The snowball of deceit


My dad often says that only people with a good memory can tell lies. People with bad memory should stick to the truth. Just imagine you were thanked for your lovely gift and told it was hanged in the living room. Weeks later you visit their house again, and when they notice that you’re actively looking for the hung gift, they quickly come up with some excuse about them loving the picture so much that they’ve moved it into their son’s bedroom. They would of course love to show you how much nicer it looks on the wall over there, but the boy is fast asleep at this very moment.  Their initial intentions were good, but now an argument can easily develop over something that would have been avoided if those involved hadn’t hidden the truth.

Worst-case scenario

Stop for a minute and ask yourself; what is the worst thing that can happen if I tell them what I think about their gift. Also define to yourself what the best-case scenario is in this case. Finally, what is most probable to happen in such a case? Playing these scenarios in your head may help you feel more relaxed about telling the truth, or a subtler version of it.  Your aunt may be sensitive to criticism, but most likely she won’t disown you or have a heart-breaking cry. She might ask what you didn’t like about it, she might offer to replace it with another gift and she might just tell you to do whatever you want with it.

Get Creative


If you’re still very worried about telling your aunt the truth, you can always use this opportunity to work on your creativity and come up with a brilliant solution.
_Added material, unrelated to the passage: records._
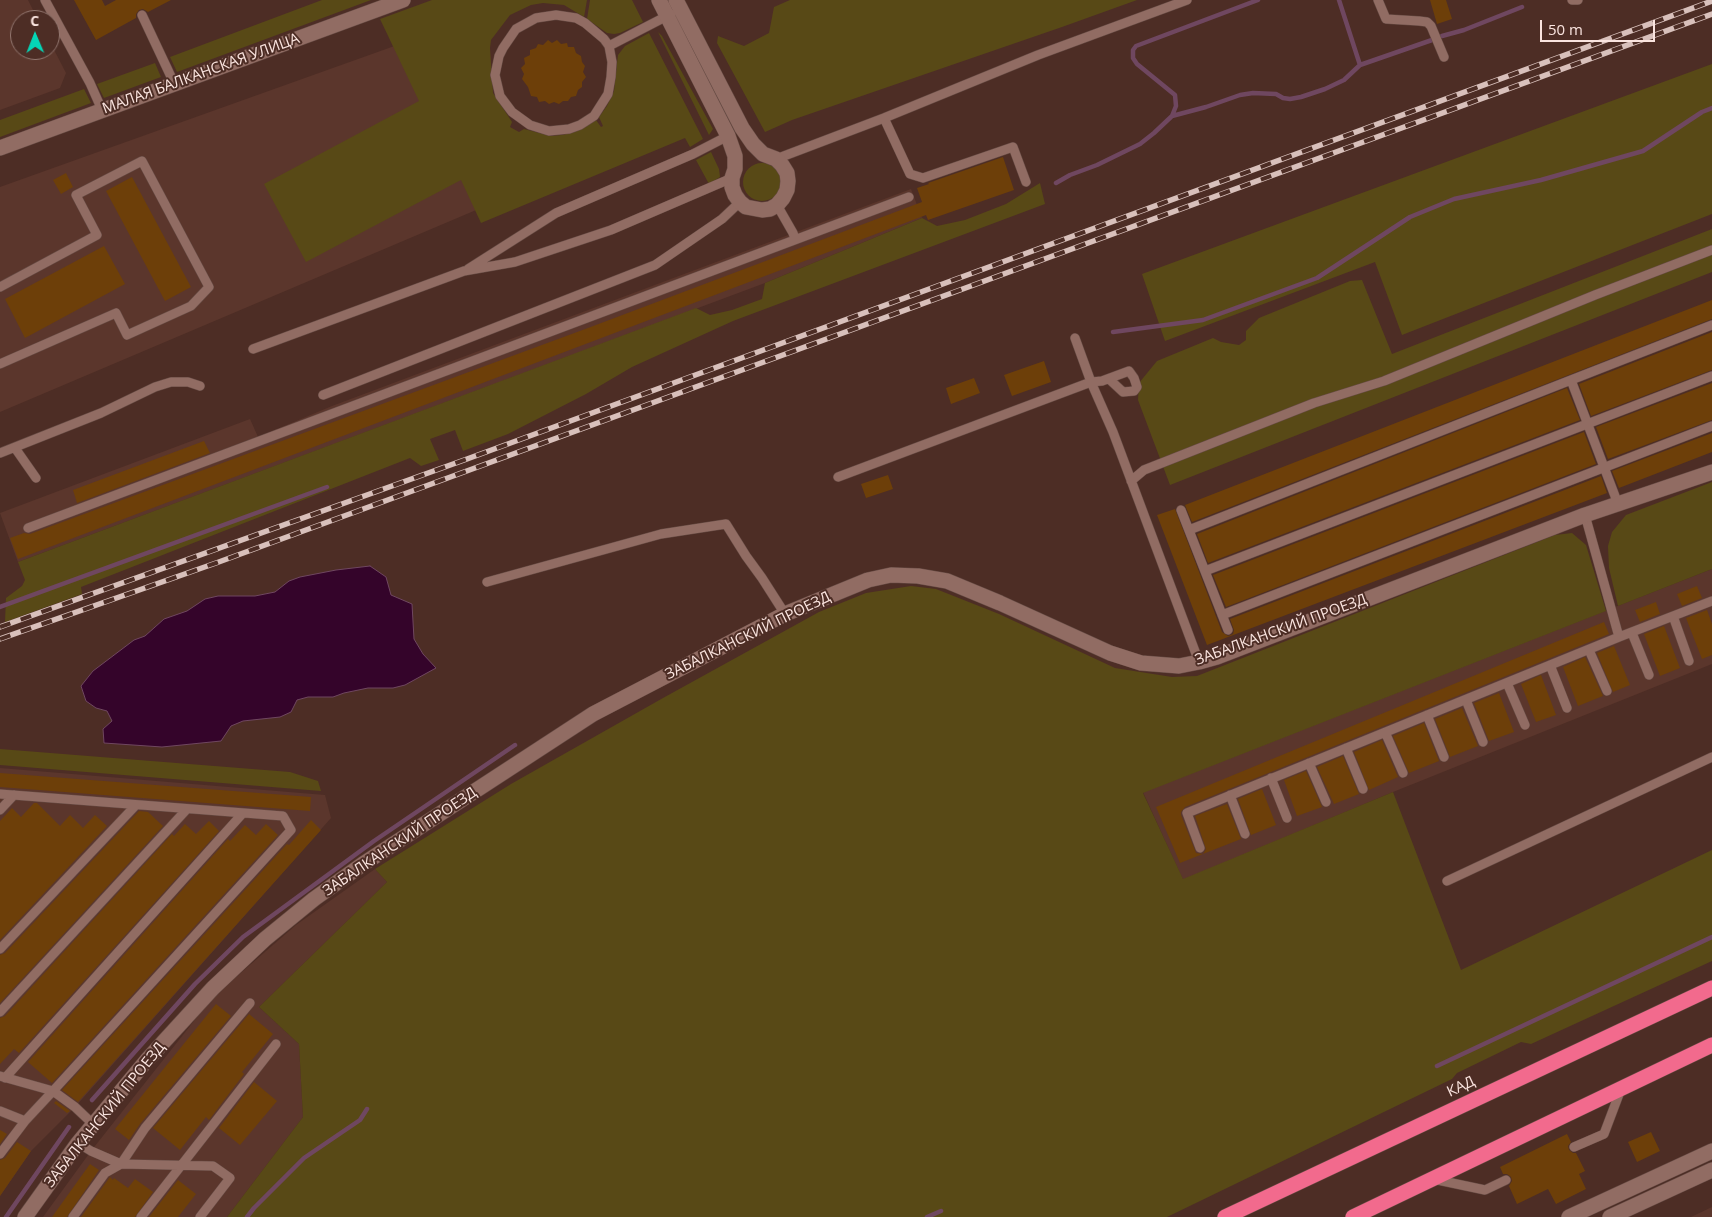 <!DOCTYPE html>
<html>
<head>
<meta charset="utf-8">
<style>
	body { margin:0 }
	#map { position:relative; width:1712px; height:1217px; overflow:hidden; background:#4d2d25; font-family:"Open Sans",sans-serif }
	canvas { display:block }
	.north { position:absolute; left:10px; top:10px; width:50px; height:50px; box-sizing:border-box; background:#4d2d25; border:1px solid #92766f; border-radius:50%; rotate:359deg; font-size:14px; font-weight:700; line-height:20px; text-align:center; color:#fae4df }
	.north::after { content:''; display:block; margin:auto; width:18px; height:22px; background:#05d5b6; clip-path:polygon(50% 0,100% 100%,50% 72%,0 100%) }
	.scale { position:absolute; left:1540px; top:20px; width:115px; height:22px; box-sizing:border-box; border:2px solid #fae4df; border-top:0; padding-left:6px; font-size:15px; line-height:18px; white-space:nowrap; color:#fae4df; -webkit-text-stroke:4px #4d2d25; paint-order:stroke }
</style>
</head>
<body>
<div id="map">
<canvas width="1712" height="1217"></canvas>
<div class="north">С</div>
<div class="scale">50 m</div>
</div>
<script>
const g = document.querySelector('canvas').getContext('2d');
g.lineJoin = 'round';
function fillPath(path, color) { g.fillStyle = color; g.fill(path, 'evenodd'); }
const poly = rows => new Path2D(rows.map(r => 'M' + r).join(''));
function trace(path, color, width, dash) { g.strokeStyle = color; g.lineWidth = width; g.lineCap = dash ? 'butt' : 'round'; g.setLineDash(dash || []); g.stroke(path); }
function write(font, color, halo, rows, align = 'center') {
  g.font = font + ' "Open Sans",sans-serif'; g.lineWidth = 4; g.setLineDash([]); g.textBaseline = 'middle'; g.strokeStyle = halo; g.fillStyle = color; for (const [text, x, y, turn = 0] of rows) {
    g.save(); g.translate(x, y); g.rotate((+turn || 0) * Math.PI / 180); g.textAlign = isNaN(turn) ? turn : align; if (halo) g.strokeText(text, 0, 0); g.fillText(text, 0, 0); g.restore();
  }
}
const built = poly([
	[0,0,28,0,38,20,20,20,20,50,50,50,50,42,66,73,60,88,0,110],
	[442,29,528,188,0,412,0,187],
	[911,189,922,218,765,283,18,562,0,513,250,419,258,437,332,406],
	[1712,569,1712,664,1393,792,1183,880,1143,792],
	[0,768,325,795,331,818,75,1107,31,1151,0,1196],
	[375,869,387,882,259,1007,299,1044,303,1117,227,1217,43,1217,91,1151,213,997,296,925],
	[1712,1207,1712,1217,1691,1217]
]);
const green = poly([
	[322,0,371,0,177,72,170,57],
	[432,0,587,0,584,17,564,5,543,3,531,5,510,15,491,40,490,48,493,93,512,122,510,127,519,132,524,129,551,136,562,135,574,132,596,120,601,127,603,126,599,117,607,106,614,91,618,55,625,46,649,33,703,139,690,147,685,138,481,223,461,180,306,262,264,184,419,101,380,19],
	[590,0,632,0,643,22,620,33,614,34,607,33,587,19],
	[790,0,1137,0,1062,27,792,120,765,132,717,43,718,36,744,46,769,33,774,7],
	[658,32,662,36,713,129,709,135],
	[155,63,161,77,104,98,97,84],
	[1712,64,1712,214,1402,335,1375,262,1165,341,1142,274],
	[84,89,91,103,0,137,0,120],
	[711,152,719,169,720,177,709,184,696,160],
	'743 182a19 19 0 1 1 38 0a19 19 0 1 1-38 0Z',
	[1040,183,1045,204,733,321,632,367,586,394,508,434,463,451,455,430,430,439,439,460,421,466,410,458,81,587,82,594,5,622,6,598,22,586,25,580,18,562,696,308,710,315,732,310,762,299,765,283,922,218,937,226,965,220,1006,204],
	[1712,229,1712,272,1170,485,1138,400,1139,383,1157,361,1213,338,1221,342,1239,345,1246,340,1246,331,1259,318,1350,281,1362,280,1392,354],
	[1712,482,1712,569,1618,606,1609,568,1608,546,1612,532,1626,515],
	[1572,533,1586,545,1606,611,1143,793,1183,879,1393,792,1461,970,1712,850,1712,961,1531,1044,1521,1042,1457,1073,1452,1079,1167,1217,227,1217,303,1117,299,1044,259,1007,387,882,375,869,511,784,663,698,819,612,866,593,911,586,936,589,999,614,1115,668,1172,677,1197,676,1555,535],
	[0,749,290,772,318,781,321,791,0,765]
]);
const water = poly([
	[370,566,386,577,391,595,412,604,414,639,423,654,436,668,405,685,393,688,368,688,344,693,333,697,308,697,297,700,291,712,280,717,243,721,231,726,221,741,162,747,104,743,103,729,112,721,107,711,96,708,86,701,81,686,93,671,134,640,145,636,164,619,187,611,205,599,218,596,255,596,275,592,289,581,300,577,336,570,370,566]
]);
const stream = poly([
	[1339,0,1360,65],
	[1442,36,1464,30,1522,7],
	[1172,116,1206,107,1240,95,1253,93,1276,94,1283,98,1290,99,1301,97,1325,89,1344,80,1360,65,1432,40],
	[1056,183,1070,175,1097,165,1140,144,1154,133,1172,116,1176,106,1175,95,1137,64,1133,58,1133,50,1136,46,1258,0],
	[1113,332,1203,320,1317,278,1410,217,1454,199,1541,180,1643,151,1702,112,1712,108],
	[0,607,327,487],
	[1437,1066,1712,937],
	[92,1100,195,984,243,937,374,841,515,745],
	[6,1217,69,1127],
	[247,1217,254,1208,304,1158,360,1120,367,1109],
	[927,1217,941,1211]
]);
const building = poly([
	[74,0,102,0,105,6,116,0,171,0,148,12,143,9,139,10,136,14,136,18,96,40],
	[1430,0,1446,0,1452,19,1437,24],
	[548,40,552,43,557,40,561,44,567,43,568,47,574,47,576,53,581,56,582,62,585,66,583,72,586,77,582,82,582,87,578,90,576,96,571,97,568,101,563,101,559,104,554,102,549,104,545,101,539,102,537,97,531,96,528,87,522,79,524,74,521,68,525,64,524,58,530,55,530,50,536,48,538,44,543,45],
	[1003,157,1014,190,928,220,926,215,18,559,10,538,24,533,30,534,588,328,922,202,917,188,929,184,928,183],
	[66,173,73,187,61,194,53,180],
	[132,177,191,287,165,301,106,191],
	[104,246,125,284,25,338,5,299],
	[1712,300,1712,319,1192,522,1185,505],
	[1712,332,1712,370,1591,416,1579,384],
	[1044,361,1051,382,1012,396,1004,375],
	[974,378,980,393,951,404,946,388],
	[1712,383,1712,420,1608,459,1596,427],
	[1567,388,1580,420,1208,563,1197,534],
	[1584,432,1596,464,1226,607,1213,575],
	[1712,433,1712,452,1619,488,1612,471],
	[204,441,210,453,77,503,73,490],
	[888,475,893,489,866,498,861,484],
	[1601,476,1607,493,1207,645,1157,515,1175,509,1222,632,1228,636,1233,634,1234,630,1230,619],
	[1697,586,1702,598,1682,606,1677,594],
	[1656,602,1660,614,1640,622,1635,610],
	[1707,610,1712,624,1712,655,1702,659,1686,618],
	[1604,622,1609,634,1185,807,1181,812,1181,815,1196,853,1203,854,1206,849,1195,816,1227,804,1241,839,1180,863,1156,807],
	[1664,626,1680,668,1660,676,1644,634],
	[1614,646,1630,685,1613,692,1597,653],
	[1585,657,1603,696,1578,706,1563,667],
	[1541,675,1556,715,1536,722,1521,684],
	[1499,693,1514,732,1489,741,1474,703],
	[1462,708,1478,746,1450,757,1435,719],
	[1424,723,1439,761,1409,773,1393,736],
	[1382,740,1398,777,1369,790,1354,752],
	[1343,756,1359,794,1334,804,1317,767],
	[1306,771,1322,807,1297,816,1284,780],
	[0,773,311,797,310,811,0,787],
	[1262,789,1276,825,1251,835,1238,799],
	[34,803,37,803,60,826,70,815,83,828,95,815,107,826,0,940,0,821,12,808,21,817],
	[139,811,148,812,163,826,0,1003,0,955,5,953],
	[311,820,321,830,78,1102,62,1090,287,844,289,845],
	[209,821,219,831,19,1053,14,1049,0,1064,0,1018,5,1016,172,834,174,836,185,824,196,834],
	[266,824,278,835,52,1083,28,1062,228,839,230,841,245,825,256,835],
	[216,1004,231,1016,140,1124,129,1140,115,1129],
	[249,1014,273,1034,242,1072,244,1074,209,1120,206,1117,180,1150,153,1128],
	[254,1082,277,1101,240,1145,219,1128],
	[56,1101,70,1111,67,1113,54,1103],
	[0,1130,7,1134,0,1144],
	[1651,1132,1660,1151,1637,1162,1628,1142],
	[1567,1134,1571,1142,1568,1146,1569,1150,1573,1153,1576,1153,1585,1171,1579,1174,1586,1189,1556,1204,1548,1189,1517,1204,1509,1186,1512,1181,1511,1177,1507,1174,1503,1174,1500,1167],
	[17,1142,31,1151,0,1196,0,1160,5,1158],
	[90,1164,99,1170,67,1217,52,1217],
	[110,1177,113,1180,114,1178,128,1188,135,1179,153,1192,135,1217,81,1217],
	[178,1180,196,1194,178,1217,149,1217]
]);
const service = poly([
	[45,0,90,83,102,110],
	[1378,0,1386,19,1419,21,1427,22,1431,26,1444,57],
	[1572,0,1578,0],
	[142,15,174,83],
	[556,15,576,18,585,23,604,39,609,46,612,62,611,77,608,94,594,116,580,125,569,129,549,131,530,125,512,112,500,96,495,75,499,56,503,48,516,29,536,18,556,15],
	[609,46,671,14],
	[884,118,910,174,923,178,1013,147,1026,182],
	[776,159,884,118,1038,55,1187,0],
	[777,205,793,233,795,239],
	[468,269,556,213,693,154,728,136],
	[0,287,97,235,76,195,142,161,209,287,191,306,127,335,116,313,0,364],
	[1075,338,1091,382,1113,432,1199,662],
	[253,349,464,271,515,262,611,230,732,178],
	[1571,380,1712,325],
	[323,395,655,265,722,219,740,202],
	[15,448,36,478],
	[0,453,101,413,155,387,171,382,188,382,200,386],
	[838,477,1091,382,1102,381,1129,371,1134,378,1137,387,1134,391,1123,392,1109,379],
	[1131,481,1144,470,1314,403,1384,381,1595,295,1712,250],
	[1181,510,1228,630],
	[1585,515,1619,637,1712,601],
	[28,528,909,197],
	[1189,530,1571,380,1618,504],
	[1205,571,1712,376],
	[487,582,661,534,726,524,746,556,762,578,785,614],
	[1222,615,1712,426],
	[1673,616,1689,661],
	[1632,633,1649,675],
	[1589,650,1607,691],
	[1550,665,1567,708],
	[1507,683,1525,725],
	[1466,700,1483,742],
	[1427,715,1444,757],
	[1385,732,1403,773],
	[1346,748,1363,789],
	[1309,763,1326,802],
	[1271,778,1287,818],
	[0,794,283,816,291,830,53,1091,0,1076],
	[1230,795,1245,834],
	[0,810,14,795],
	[1200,848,1187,813,1619,637],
	[1447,881,1712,757],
	[0,949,136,805],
	[0,1012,187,809],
	[5,1078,243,813],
	[0,1111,25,1121],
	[78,1143,91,1151,121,1164,213,1166,230,1178,200,1217],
	[1574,1147,1604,1134,1621,1089],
	[0,1154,25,1121,53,1091,75,1107,94,1125],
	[1433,1179,1485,1190,1506,1180],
	[73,1217,105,1173,121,1164,145,1128,250,1003],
	[141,1217,276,1044]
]);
const minor = poly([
	[659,0,728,136,735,156,735,169,732,178,732,187,735,195,740,202,746,207,762,210,770,209,777,205,783,198,787,190,788,181,787,173,782,165,776,159,763,154,753,144,742,128,676,0],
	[0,148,403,0],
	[25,1217,78,1143,147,1060,213,988,265,939,314,899,363,864,593,714,785,614,868,580,891,575,918,576,947,581,1000,603,1110,653,1141,663,1179,666,1199,662,1217,657,1585,515,1712,472],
	[1569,1217,1712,1151],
	[1610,1217,1712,1170]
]);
const motorway = poly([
	[1225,1217,1712,988],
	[1353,1217,1712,1045]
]);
const rail = poly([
	[0,627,467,459,1712,1],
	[0,639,216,563,1712,14]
]);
const streetNames = [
	["МАЛАЯ БАЛКАНСКАЯ УЛИЦА",201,74,-20],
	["ЗАБАЛКАНСКИЙ ПРОЕЗД",1281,630,-20],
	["ЗАБАЛКАНСКИЙ ПРОЕЗД",748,636,-26],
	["ЗАБАЛКАНСКИЙ ПРОЕЗД",400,842,-34],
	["КАД",1461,1087,-25],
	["ЗАБАЛКАНСКИЙ ПРОЕЗД",105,1115,-51]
];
fillPath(built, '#5b362c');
fillPath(green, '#584916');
fillPath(water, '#34042a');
trace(water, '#6f4760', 1);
trace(stream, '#6f4760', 4.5);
fillPath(building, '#6d3f09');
trace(service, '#664b44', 10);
trace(minor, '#664b44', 16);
trace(motorway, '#664b44', 16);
trace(service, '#916c63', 9);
trace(minor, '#916c63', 15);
trace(motorway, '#f26a8d', 15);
trace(rail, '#d8c0bb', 5.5);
trace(rail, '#4d2d25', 4, [11]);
write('15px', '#fae4df', '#4d2d25', streetNames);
</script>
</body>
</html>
For example, you could put a nice poster on the back of that picture, and don’t forget to turn the picture to its original side whenever she comes for a visit. Tell your aunt that the kids were fighting over who gets to hang the picture in their room, and you had to hide it somewhere safe so that they will stop fighting. Or you can say that someone has broken into your house and the only thing they took was that picture – but this puts you at risk for receiving another one when she next visits.

In short, it’s best not to leave things to chance. Thank your aunt for the present and let her know it’s not exactly your taste. I don’t recommend building a fake story to ensure your aunt won’t get offended. If she catches you lying, it could make the situation so much worse.